The Republican People's Party (CHP) will hold a congress on Jan. 15-16, 2016 to elect a new leader after deputies opposed to current leader Kemal Kılıçdaroğlu were unable to collect enough signatories to force an extraordinary party congress. Sources from CHP headquarters indicated that the Party Assembly meeting on Wednesday evening abounded with heated debates. In the meeting, CHP İzmir Deputy Aytun Çıray criticized the party's politics and reportedly said that if the party continues on its current path it will become an ethnic-identity party like the pro-Kurdish Peoples' Democracy Party (HDP)."The CHP is becoming an ethnic-identity and sectarian party. In the major cities, 75 percent of our congress members are of Alevi origin," Aydınlık daily reported Çıray saying.
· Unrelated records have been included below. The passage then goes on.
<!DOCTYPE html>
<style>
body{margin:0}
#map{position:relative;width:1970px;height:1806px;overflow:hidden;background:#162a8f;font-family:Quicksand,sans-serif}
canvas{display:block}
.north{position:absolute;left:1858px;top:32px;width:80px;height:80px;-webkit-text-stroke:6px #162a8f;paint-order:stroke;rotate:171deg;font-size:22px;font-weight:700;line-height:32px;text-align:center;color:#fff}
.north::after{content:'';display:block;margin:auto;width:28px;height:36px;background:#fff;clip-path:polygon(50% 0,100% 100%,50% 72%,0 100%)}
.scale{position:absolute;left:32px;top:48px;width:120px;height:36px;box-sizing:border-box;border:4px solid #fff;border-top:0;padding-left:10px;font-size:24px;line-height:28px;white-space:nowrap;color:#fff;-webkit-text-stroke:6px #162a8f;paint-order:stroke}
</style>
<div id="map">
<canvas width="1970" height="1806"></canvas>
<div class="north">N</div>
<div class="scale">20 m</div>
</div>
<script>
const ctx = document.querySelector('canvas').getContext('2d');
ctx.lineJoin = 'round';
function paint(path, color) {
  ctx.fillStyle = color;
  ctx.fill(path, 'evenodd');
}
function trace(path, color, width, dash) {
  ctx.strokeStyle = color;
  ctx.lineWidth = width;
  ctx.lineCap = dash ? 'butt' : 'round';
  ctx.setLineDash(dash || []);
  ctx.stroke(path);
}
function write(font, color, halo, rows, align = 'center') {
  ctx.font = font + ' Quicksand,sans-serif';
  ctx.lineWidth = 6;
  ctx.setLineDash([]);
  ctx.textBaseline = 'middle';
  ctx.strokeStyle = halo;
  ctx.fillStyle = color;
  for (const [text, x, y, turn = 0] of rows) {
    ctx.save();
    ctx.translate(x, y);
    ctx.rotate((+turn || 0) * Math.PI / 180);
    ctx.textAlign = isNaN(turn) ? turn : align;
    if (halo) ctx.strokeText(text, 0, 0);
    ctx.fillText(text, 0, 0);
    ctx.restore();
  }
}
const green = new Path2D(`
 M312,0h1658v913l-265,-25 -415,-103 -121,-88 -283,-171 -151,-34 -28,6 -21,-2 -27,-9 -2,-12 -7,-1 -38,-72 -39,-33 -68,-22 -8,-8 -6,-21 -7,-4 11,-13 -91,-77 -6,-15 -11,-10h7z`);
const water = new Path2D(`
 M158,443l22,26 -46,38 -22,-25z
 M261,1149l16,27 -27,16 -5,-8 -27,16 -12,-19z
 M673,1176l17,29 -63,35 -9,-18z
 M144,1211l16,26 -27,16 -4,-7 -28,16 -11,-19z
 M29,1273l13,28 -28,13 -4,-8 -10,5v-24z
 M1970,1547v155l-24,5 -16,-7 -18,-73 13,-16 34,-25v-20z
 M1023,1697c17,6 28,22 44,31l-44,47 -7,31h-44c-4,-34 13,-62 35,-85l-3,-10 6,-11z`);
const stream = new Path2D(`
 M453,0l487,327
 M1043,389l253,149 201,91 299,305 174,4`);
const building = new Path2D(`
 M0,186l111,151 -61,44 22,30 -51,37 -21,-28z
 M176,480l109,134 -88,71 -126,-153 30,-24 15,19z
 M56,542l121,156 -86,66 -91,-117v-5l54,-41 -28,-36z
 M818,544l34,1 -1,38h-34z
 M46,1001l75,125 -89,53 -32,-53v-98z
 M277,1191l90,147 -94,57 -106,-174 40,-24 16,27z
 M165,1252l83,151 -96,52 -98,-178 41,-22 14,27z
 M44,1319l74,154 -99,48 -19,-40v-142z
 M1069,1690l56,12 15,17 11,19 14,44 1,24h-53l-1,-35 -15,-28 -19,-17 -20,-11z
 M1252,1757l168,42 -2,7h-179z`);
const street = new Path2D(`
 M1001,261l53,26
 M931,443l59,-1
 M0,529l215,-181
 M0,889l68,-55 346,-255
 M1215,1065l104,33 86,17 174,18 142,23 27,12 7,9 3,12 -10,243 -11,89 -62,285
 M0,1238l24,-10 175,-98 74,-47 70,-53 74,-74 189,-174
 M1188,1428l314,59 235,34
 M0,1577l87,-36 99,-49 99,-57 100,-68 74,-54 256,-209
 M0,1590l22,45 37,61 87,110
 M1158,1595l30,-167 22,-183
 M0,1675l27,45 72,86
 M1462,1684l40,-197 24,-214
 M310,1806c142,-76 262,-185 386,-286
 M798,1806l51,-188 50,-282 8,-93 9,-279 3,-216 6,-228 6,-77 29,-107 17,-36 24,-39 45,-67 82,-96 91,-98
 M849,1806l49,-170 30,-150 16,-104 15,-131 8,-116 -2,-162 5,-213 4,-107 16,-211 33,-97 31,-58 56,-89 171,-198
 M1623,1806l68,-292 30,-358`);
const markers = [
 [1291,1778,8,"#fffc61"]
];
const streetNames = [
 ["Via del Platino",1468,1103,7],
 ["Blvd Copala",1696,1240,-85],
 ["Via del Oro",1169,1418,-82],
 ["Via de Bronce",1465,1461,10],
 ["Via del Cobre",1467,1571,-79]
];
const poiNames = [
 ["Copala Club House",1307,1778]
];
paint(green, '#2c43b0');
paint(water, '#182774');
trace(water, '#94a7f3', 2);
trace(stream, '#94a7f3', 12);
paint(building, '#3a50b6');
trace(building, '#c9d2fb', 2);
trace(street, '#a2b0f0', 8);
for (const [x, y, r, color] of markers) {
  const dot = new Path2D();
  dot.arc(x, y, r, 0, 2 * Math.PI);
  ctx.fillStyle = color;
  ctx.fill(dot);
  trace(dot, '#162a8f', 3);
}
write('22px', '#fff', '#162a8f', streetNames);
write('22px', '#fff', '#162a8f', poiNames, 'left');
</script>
Also in the meeting, CHP Bolu Deputy Tanju Özcan heavily criticized Chairman Kemal Kılıçdaroğlu and his administration for successive election disappointments and reportedly suggested that Kılıçdaroğlu retire from politics. A member of the Party Assembly, Halit Toraman, heavily criticized Kılıçdaroğlu's administration for taking the decision to hold a general congress without consulting the Party Assembly. In the Nov. 1 early elections, the CHP received 25.31 percent of the vote and gained 133 seats in Parliament. The election results also indicate that in 35 out of Turkey's 81 provinces no CHP candidates were elected. Yalova deputy Muharrem İnce, and former deputies Umut Oran and Mustafa Balbay have already announced their candidacies for the chairmanship.